---- INPUT DATA

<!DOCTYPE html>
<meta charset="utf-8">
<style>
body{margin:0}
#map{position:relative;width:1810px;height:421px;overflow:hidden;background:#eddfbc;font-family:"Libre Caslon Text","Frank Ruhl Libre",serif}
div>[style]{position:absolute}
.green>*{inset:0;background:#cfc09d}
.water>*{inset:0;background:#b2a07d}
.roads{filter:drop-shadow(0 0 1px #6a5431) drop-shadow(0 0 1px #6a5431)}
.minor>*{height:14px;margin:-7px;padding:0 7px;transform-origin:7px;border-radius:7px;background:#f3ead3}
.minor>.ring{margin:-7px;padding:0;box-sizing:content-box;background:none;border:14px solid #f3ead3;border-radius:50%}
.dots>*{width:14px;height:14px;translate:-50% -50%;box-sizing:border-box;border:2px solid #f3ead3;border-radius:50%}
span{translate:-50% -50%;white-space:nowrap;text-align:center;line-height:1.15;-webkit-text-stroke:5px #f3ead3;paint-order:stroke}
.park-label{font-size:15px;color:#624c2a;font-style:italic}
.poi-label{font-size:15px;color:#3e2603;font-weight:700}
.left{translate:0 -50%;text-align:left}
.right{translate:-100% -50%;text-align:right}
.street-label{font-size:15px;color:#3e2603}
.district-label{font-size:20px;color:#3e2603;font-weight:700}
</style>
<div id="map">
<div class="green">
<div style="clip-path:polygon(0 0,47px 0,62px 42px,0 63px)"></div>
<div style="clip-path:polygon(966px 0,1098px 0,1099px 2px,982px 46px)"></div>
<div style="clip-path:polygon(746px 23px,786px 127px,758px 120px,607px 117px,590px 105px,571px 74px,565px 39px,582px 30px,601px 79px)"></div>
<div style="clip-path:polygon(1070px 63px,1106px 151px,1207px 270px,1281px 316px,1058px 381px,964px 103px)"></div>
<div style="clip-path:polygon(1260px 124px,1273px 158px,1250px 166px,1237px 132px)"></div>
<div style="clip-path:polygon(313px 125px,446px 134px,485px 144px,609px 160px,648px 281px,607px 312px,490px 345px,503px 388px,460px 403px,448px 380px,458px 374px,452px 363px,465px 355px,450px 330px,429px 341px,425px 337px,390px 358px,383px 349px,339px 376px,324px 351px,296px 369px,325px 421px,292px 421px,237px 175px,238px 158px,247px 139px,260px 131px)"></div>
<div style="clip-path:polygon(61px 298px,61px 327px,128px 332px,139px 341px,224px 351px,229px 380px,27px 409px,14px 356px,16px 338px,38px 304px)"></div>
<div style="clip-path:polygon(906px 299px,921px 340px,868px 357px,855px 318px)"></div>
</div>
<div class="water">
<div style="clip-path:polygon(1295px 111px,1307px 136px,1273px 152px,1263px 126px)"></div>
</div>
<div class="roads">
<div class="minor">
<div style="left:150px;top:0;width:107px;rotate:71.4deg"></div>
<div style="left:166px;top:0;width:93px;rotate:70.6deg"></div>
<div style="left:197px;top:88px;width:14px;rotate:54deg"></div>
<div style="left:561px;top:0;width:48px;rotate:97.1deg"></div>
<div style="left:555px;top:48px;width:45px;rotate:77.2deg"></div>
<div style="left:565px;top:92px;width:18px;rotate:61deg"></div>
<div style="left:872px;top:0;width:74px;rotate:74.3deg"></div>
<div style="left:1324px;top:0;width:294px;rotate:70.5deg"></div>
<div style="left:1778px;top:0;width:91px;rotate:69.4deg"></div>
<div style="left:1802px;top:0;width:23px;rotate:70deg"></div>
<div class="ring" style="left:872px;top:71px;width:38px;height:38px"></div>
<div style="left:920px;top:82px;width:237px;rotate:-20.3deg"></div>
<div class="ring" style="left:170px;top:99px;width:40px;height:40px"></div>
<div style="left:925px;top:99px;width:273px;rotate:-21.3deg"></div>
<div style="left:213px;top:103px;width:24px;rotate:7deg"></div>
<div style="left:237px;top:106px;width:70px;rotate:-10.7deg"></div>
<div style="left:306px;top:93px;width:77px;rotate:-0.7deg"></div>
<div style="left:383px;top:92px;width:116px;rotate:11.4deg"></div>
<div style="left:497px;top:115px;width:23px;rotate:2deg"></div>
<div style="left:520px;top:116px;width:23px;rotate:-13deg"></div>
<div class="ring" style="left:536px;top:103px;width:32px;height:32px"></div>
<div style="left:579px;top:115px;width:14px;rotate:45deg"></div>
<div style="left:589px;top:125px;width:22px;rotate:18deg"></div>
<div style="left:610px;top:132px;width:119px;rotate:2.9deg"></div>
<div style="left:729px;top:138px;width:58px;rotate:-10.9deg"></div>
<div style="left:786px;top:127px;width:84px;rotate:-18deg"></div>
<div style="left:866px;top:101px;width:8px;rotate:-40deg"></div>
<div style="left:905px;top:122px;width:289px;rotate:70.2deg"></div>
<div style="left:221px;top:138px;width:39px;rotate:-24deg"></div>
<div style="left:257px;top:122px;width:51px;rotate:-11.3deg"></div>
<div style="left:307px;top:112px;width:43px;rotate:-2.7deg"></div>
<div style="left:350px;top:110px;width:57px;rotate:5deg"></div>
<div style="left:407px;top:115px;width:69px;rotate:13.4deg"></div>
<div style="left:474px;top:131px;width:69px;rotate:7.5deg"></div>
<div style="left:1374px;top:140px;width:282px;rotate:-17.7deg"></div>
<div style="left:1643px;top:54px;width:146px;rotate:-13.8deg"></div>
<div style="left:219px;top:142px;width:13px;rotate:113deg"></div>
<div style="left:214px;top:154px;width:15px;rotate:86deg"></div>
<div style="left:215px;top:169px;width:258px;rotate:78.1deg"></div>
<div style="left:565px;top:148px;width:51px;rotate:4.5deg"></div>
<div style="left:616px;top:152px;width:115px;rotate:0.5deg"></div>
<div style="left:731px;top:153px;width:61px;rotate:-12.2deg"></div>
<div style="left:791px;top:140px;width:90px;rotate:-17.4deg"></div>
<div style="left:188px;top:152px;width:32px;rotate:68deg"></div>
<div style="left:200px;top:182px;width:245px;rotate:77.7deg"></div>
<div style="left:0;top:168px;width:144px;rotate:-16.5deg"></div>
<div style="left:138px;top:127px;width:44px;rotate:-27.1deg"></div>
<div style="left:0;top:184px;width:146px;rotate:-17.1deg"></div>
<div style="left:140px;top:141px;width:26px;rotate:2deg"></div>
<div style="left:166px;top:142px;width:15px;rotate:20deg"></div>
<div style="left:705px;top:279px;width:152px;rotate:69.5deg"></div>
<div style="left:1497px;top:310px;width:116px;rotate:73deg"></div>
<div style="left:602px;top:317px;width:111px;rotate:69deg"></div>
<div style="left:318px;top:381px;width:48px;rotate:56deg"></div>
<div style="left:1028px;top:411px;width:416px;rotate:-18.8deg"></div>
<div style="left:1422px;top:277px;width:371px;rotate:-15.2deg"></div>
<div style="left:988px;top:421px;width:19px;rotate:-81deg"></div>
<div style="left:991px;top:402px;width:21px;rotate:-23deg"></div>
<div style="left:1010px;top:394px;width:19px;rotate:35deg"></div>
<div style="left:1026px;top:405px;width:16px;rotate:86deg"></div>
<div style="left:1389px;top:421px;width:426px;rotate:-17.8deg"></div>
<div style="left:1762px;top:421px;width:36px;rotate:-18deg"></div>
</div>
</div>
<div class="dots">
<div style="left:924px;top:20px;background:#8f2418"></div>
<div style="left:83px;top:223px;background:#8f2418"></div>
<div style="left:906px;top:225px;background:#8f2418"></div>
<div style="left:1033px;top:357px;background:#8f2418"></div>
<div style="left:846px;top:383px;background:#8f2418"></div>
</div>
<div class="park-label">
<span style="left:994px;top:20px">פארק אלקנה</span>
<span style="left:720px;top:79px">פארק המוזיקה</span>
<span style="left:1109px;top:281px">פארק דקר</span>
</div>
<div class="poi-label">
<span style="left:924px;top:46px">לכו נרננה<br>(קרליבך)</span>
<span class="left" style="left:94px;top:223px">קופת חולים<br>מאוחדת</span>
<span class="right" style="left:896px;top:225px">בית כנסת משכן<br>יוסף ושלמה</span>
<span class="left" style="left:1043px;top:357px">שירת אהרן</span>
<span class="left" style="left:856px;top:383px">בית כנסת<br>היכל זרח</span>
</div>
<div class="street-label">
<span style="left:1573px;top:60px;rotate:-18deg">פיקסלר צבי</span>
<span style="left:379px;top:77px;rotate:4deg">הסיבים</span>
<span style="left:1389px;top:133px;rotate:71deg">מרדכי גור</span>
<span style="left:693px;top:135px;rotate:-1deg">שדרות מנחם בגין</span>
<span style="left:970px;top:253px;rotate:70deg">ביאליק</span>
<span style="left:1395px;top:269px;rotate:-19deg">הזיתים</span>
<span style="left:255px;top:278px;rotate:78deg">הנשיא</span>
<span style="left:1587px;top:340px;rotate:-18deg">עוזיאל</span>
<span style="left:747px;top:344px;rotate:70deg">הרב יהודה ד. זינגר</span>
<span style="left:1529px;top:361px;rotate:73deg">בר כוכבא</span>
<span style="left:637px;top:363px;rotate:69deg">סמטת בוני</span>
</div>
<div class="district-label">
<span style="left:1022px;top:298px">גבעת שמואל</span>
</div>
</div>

--------

__TASK BRIEF__: If a line in the listing contains the string "color", copy it.

__YOUR SOLUTION__:
.park-label{font-size:15px;color:#624c2a;font-style:italic}
.poi-label{font-size:15px;color:#3e2603;font-weight:700}
.street-label{font-size:15px;color:#3e2603}
.district-label{font-size:20px;color:#3e2603;font-weight:700}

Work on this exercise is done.